Data entries:
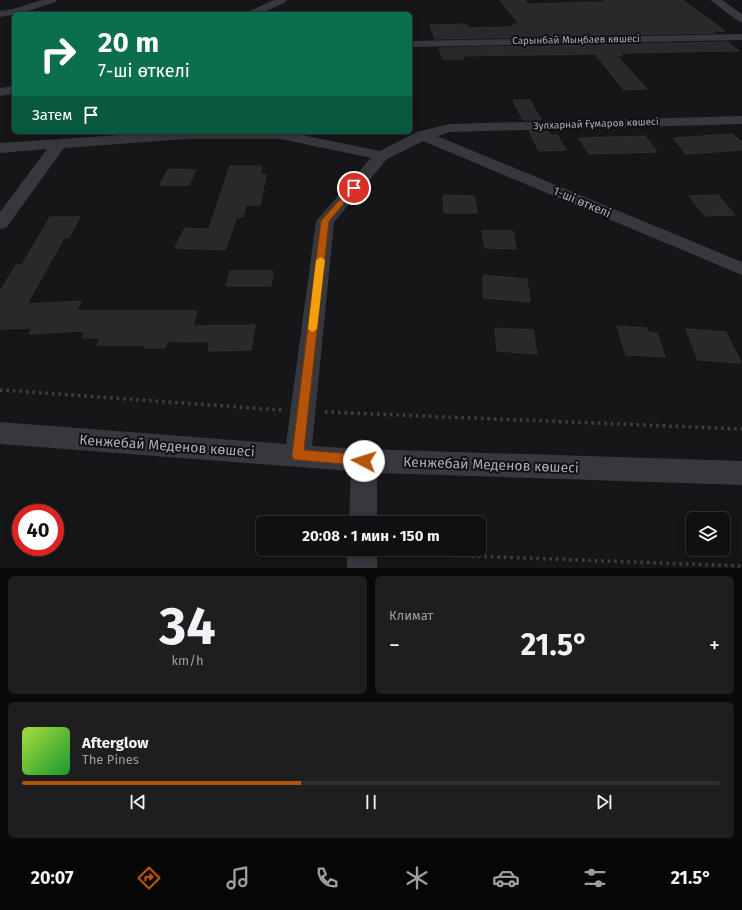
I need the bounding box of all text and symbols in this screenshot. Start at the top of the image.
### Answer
text: 20 m [98,26,159,59]
icon: right [32,28,84,80]
street label: Сарынбай Мыңбаев көшесі [512,32,640,47]
text: 7-ші өткелі [98,60,190,82]
icon: arrive [80,104,102,126]
text: Затем [32,106,72,124]
street label: Зулхарнай Ғұмаров көшесі [533,115,659,132]
pin [337,171,371,205]
icon: arrive [343,177,365,199]
street label: 1-ші өткелі [551,184,613,220]
street label: Кенжебай Меденов көшесі [79,431,255,461]
position arrow [343,440,385,482]
street label: Кенжебай Меденов көшесі [403,453,579,477]
speed limit sign: 40 [12,504,64,556]
map controls [686,512,730,556]
button: layers [686,512,730,556]
text: 20:08 · 1 мин · 150 m [302,527,440,545]
text: 34 [159,595,216,658]
text: Климат [389,608,433,623]
text: 21.5° [521,627,588,663]
text: − [389,632,400,659]
text: + [709,632,720,659]
text: km/h [171,653,204,668]
text: Afterglow [82,734,148,752]
text: The Pines [82,752,139,767]
icon: previous [127,791,149,813]
icon: pause [360,791,382,813]
icon: next [593,791,615,813]
icon: directions [135,864,163,892]
icon: music [224,864,252,892]
icon: phone [313,864,341,892]
icon: climate [403,864,431,892]
icon: car [492,864,520,892]
icon: filters [581,864,609,892]
text: 20:07 [31,867,73,889]
text: 21.5° [671,867,711,889]

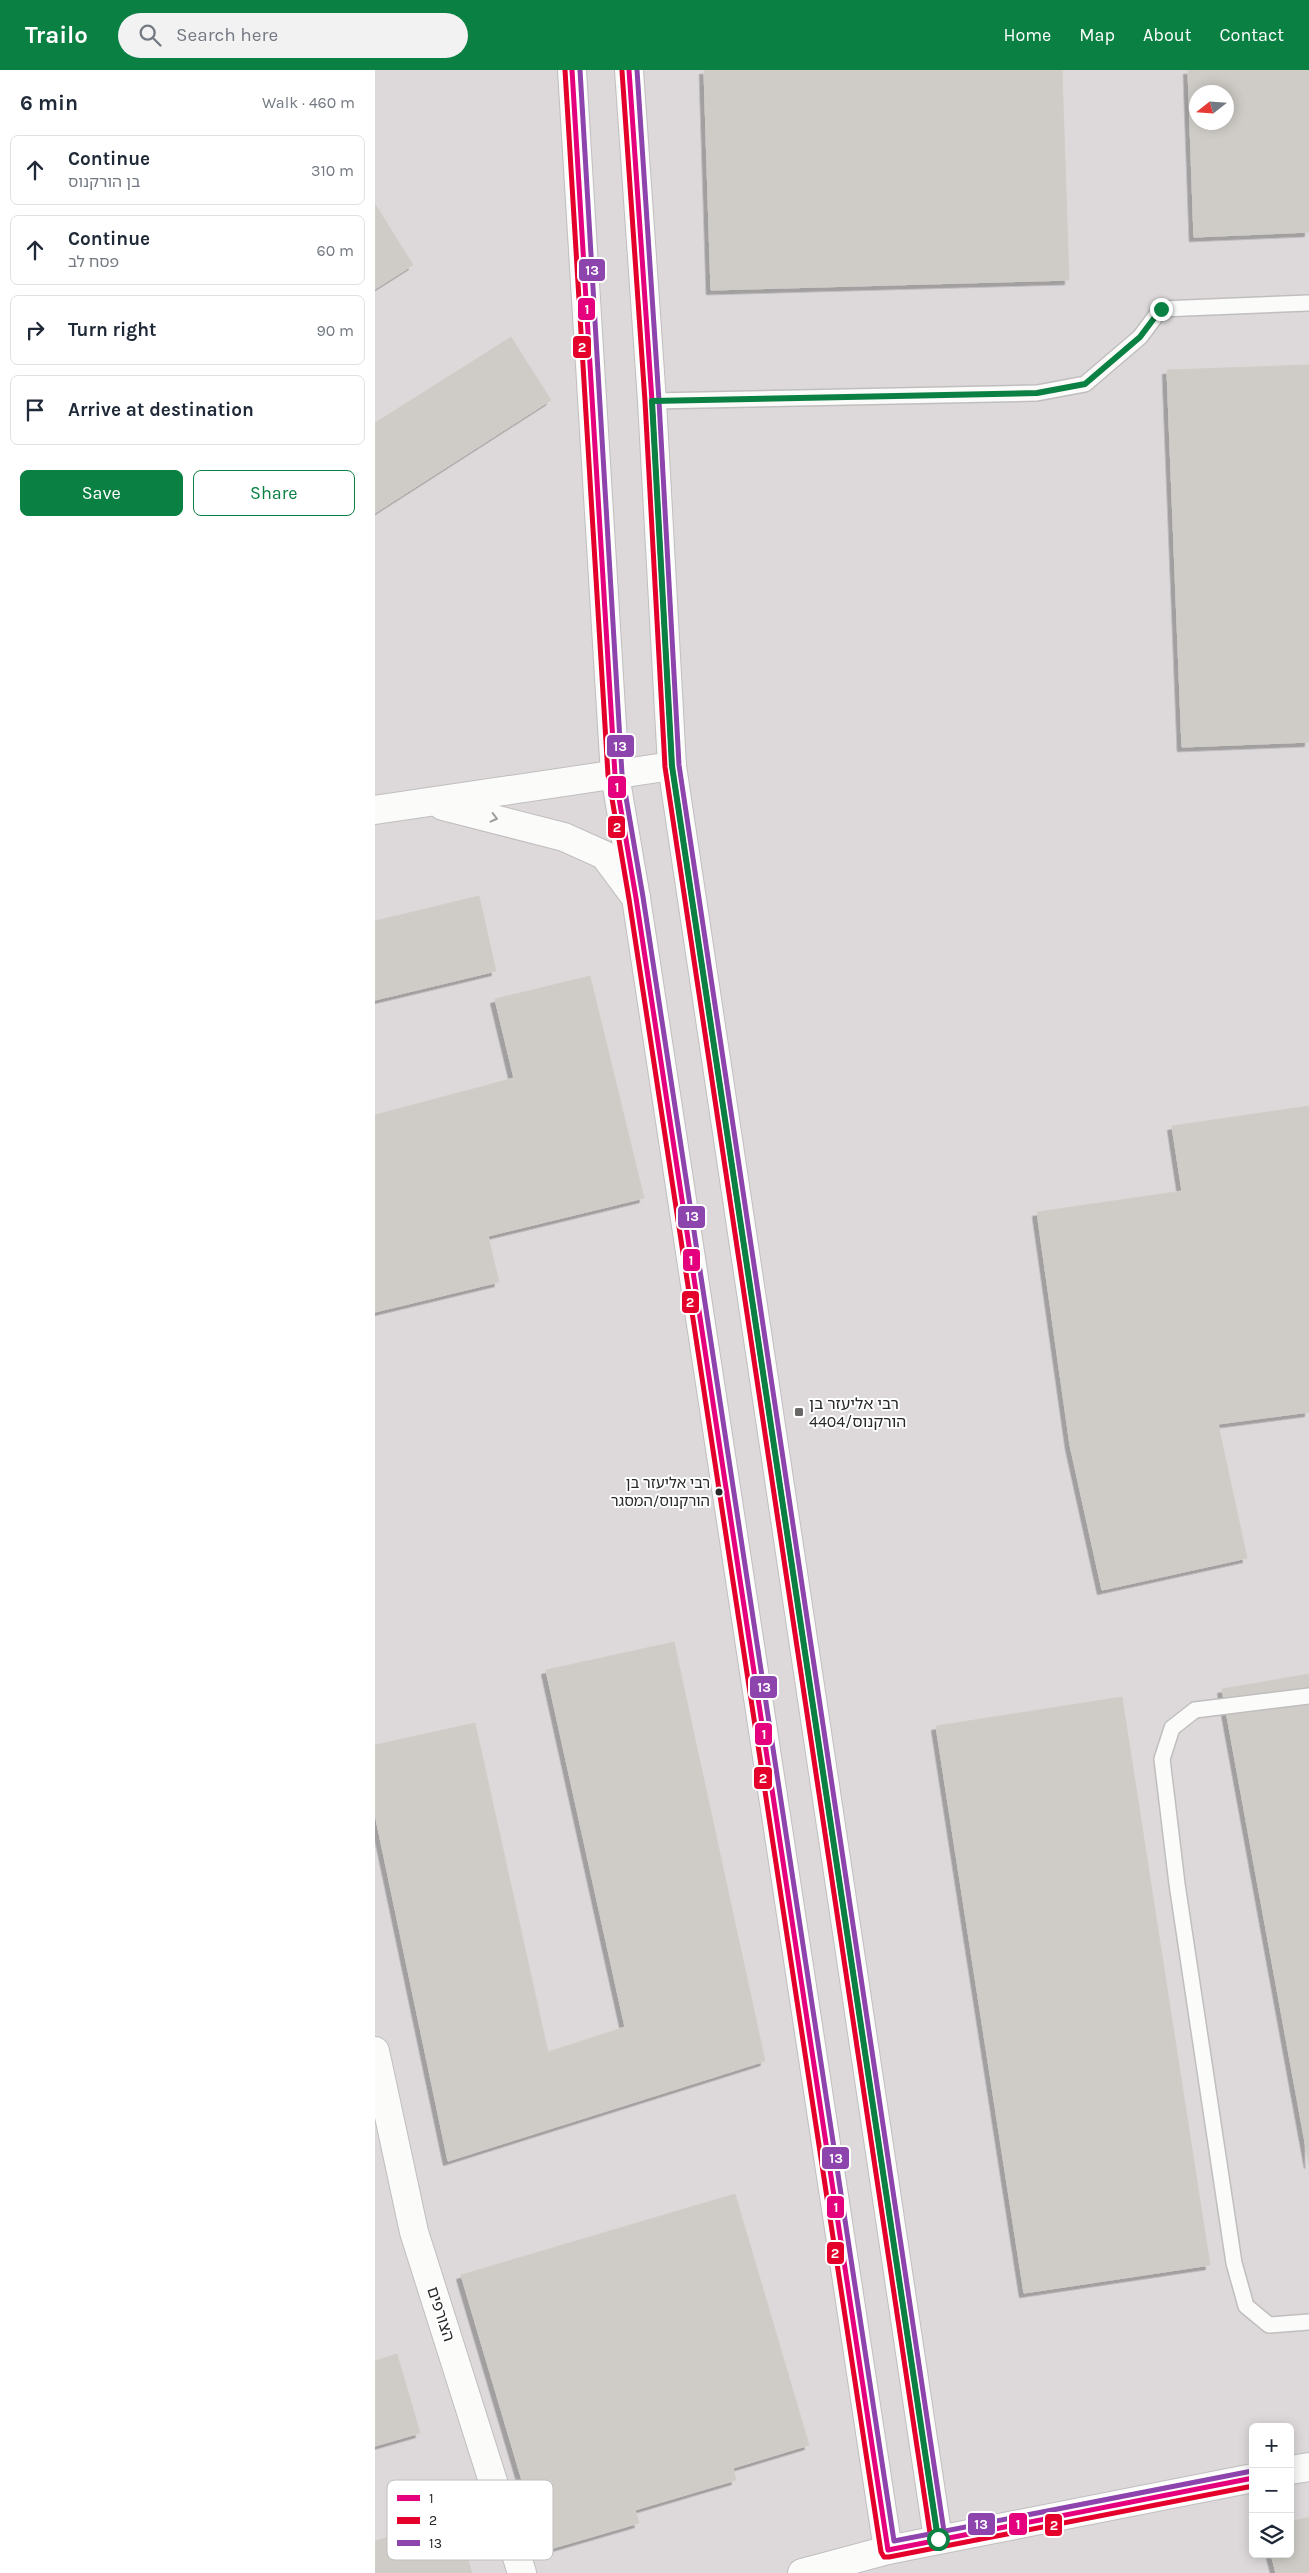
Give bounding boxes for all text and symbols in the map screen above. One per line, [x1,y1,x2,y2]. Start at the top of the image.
search box [118,13,468,58]
text: Trailo [25,21,88,49]
icon: search [136,21,164,49]
text: Search here [176,24,278,46]
text: Home [1003,24,1051,46]
text: Map [1079,24,1115,46]
text: About [1143,24,1192,46]
text: Contact [1220,24,1284,46]
north arrow [1189,85,1234,130]
text: 6 min [20,91,78,115]
text: Walk · 460 m [262,93,355,112]
text: Continue [68,148,150,170]
icon: ahead [21,156,49,184]
text: 310 m [311,161,354,180]
text: בן הורקנוס [68,172,140,191]
text: Continue [68,228,150,250]
icon: ahead [21,236,49,264]
text: 60 m [317,241,354,260]
text: פסח לב [68,252,119,271]
line badge: 13 [578,258,606,282]
text: 13 [585,262,599,279]
line badge: 1 [577,297,596,321]
route end [1150,298,1173,321]
text: 1 [585,301,590,318]
icon: right [21,316,49,344]
text: Turn right [68,319,157,341]
text: 90 m [316,321,354,340]
line badge: 2 [572,335,592,359]
text: 2 [578,339,586,356]
icon: arrive [21,396,49,424]
text: Arrive at destination [68,399,254,421]
button: Save [20,470,183,516]
button: Share [193,470,355,516]
line badge: 13 [606,734,635,758]
text: 13 [613,738,627,755]
line badge: 1 [607,775,627,799]
text: 1 [615,779,620,796]
one-way arrow [489,812,498,823]
line badge: 2 [607,815,626,839]
text: 2 [613,819,621,836]
line badge: 13 [677,1205,706,1229]
text: 13 [685,1208,699,1225]
line badge: 1 [682,1248,701,1272]
text: 1 [689,1252,694,1269]
line badge: 2 [681,1290,700,1314]
text: 2 [686,1294,694,1311]
place label: רבי אליעזר בן הורקנוס/4404 [809,1394,906,1431]
marker: רבי אליעזר בן הורקנוס/4404 [793,1406,805,1418]
place label: רבי אליעזר בן הורקנוס/המסגר [611,1474,710,1510]
marker: רבי אליעזר בן הורקנוס/המסגר [714,1487,724,1497]
line badge: 13 [749,1675,778,1699]
text: 13 [757,1679,771,1696]
line badge: 1 [754,1722,773,1746]
text: 1 [762,1726,767,1743]
line badge: 2 [753,1766,773,1790]
text: 2 [759,1770,767,1787]
line badge: 13 [821,2146,850,2170]
text: 13 [829,2150,843,2167]
line badge: 1 [826,2195,845,2219]
text: 1 [834,2199,839,2216]
line badge: 2 [826,2241,845,2265]
text: 2 [831,2245,839,2262]
street label: הצורפים [423,2284,459,2344]
map controls [1249,2423,1294,2558]
button: + [1249,2423,1294,2468]
button: − [1249,2468,1294,2513]
legend [387,2480,553,2560]
text: 1 [429,2490,434,2507]
text: 2 [429,2512,437,2529]
line badge: 13 [967,2512,996,2536]
line badge: 1 [1008,2512,1028,2536]
line badge: 2 [1044,2513,1063,2537]
button: layers [1249,2513,1294,2558]
text: 13 [974,2516,988,2533]
text: 1 [1016,2516,1021,2533]
text: 2 [1050,2517,1058,2534]
route start [927,2528,950,2551]
text: 13 [429,2535,442,2552]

**About this exercise**
Restating the data word for word is the task, and pictures are to be omitted.

**Reply to the exercise**
I need the bounding box of all text and symbols in this screenshot. Start at the top of the image.
### Answer
text: 20 m [98,26,159,59]
icon: right [32,28,84,80]
street label: Сарынбай Мыңбаев көшесі [512,32,640,47]
text: 7-ші өткелі [98,60,190,82]
icon: arrive [80,104,102,126]
text: Затем [32,106,72,124]
street label: Зулхарнай Ғұмаров көшесі [533,115,659,132]
pin [337,171,371,205]
icon: arrive [343,177,365,199]
street label: 1-ші өткелі [551,184,613,220]
street label: Кенжебай Меденов көшесі [79,431,255,461]
position arrow [343,440,385,482]
street label: Кенжебай Меденов көшесі [403,453,579,477]
speed limit sign: 40 [12,504,64,556]
map controls [686,512,730,556]
button: layers [686,512,730,556]
text: 20:08 · 1 мин · 150 m [302,527,440,545]
text: 34 [159,595,216,658]
text: Климат [389,608,433,623]
text: 21.5° [521,627,588,663]
text: − [389,632,400,659]
text: + [709,632,720,659]
text: km/h [171,653,204,668]
text: Afterglow [82,734,148,752]
text: The Pines [82,752,139,767]
icon: previous [127,791,149,813]
icon: pause [360,791,382,813]
icon: next [593,791,615,813]
icon: directions [135,864,163,892]
icon: music [224,864,252,892]
icon: phone [313,864,341,892]
icon: climate [403,864,431,892]
icon: car [492,864,520,892]
icon: filters [581,864,609,892]
text: 20:07 [31,867,73,889]
text: 21.5° [671,867,711,889]

Give bounding boxes for all text and symbols in the map screen above. One per line, [x1,y1,x2,y2]. Start at the top of the image.
search box [118,13,468,58]
text: Trailo [25,21,88,49]
icon: search [136,21,164,49]
text: Search here [176,24,278,46]
text: Home [1003,24,1051,46]
text: Map [1079,24,1115,46]
text: About [1143,24,1192,46]
text: Contact [1220,24,1284,46]
north arrow [1189,85,1234,130]
text: 6 min [20,91,78,115]
text: Walk · 460 m [262,93,355,112]
text: Continue [68,148,150,170]
icon: ahead [21,156,49,184]
text: 310 m [311,161,354,180]
text: בן הורקנוס [68,172,140,191]
text: Continue [68,228,150,250]
icon: ahead [21,236,49,264]
text: 60 m [317,241,354,260]
text: פסח לב [68,252,119,271]
line badge: 13 [578,258,606,282]
text: 13 [585,262,599,279]
line badge: 1 [577,297,596,321]
route end [1150,298,1173,321]
text: 1 [585,301,590,318]
icon: right [21,316,49,344]
text: Turn right [68,319,157,341]
text: 90 m [316,321,354,340]
line badge: 2 [572,335,592,359]
text: 2 [578,339,586,356]
icon: arrive [21,396,49,424]
text: Arrive at destination [68,399,254,421]
button: Save [20,470,183,516]
button: Share [193,470,355,516]
line badge: 13 [606,734,635,758]
text: 13 [613,738,627,755]
line badge: 1 [607,775,627,799]
text: 1 [615,779,620,796]
one-way arrow [489,812,498,823]
line badge: 2 [607,815,626,839]
text: 2 [613,819,621,836]
line badge: 13 [677,1205,706,1229]
text: 13 [685,1208,699,1225]
line badge: 1 [682,1248,701,1272]
text: 1 [689,1252,694,1269]
line badge: 2 [681,1290,700,1314]
text: 2 [686,1294,694,1311]
place label: רבי אליעזר בן הורקנוס/4404 [809,1394,906,1431]
marker: רבי אליעזר בן הורקנוס/4404 [793,1406,805,1418]
place label: רבי אליעזר בן הורקנוס/המסגר [611,1474,710,1510]
marker: רבי אליעזר בן הורקנוס/המסגר [714,1487,724,1497]
line badge: 13 [749,1675,778,1699]
text: 13 [757,1679,771,1696]
line badge: 1 [754,1722,773,1746]
text: 1 [762,1726,767,1743]
line badge: 2 [753,1766,773,1790]
text: 2 [759,1770,767,1787]
line badge: 13 [821,2146,850,2170]
text: 13 [829,2150,843,2167]
line badge: 1 [826,2195,845,2219]
text: 1 [834,2199,839,2216]
line badge: 2 [826,2241,845,2265]
text: 2 [831,2245,839,2262]
street label: הצורפים [423,2284,459,2344]
map controls [1249,2423,1294,2558]
button: + [1249,2423,1294,2468]
button: − [1249,2468,1294,2513]
legend [387,2480,553,2560]
text: 1 [429,2490,434,2507]
text: 2 [429,2512,437,2529]
line badge: 13 [967,2512,996,2536]
line badge: 1 [1008,2512,1028,2536]
line badge: 2 [1044,2513,1063,2537]
button: layers [1249,2513,1294,2558]
text: 13 [974,2516,988,2533]
text: 1 [1016,2516,1021,2533]
text: 2 [1050,2517,1058,2534]
route start [927,2528,950,2551]
text: 13 [429,2535,442,2552]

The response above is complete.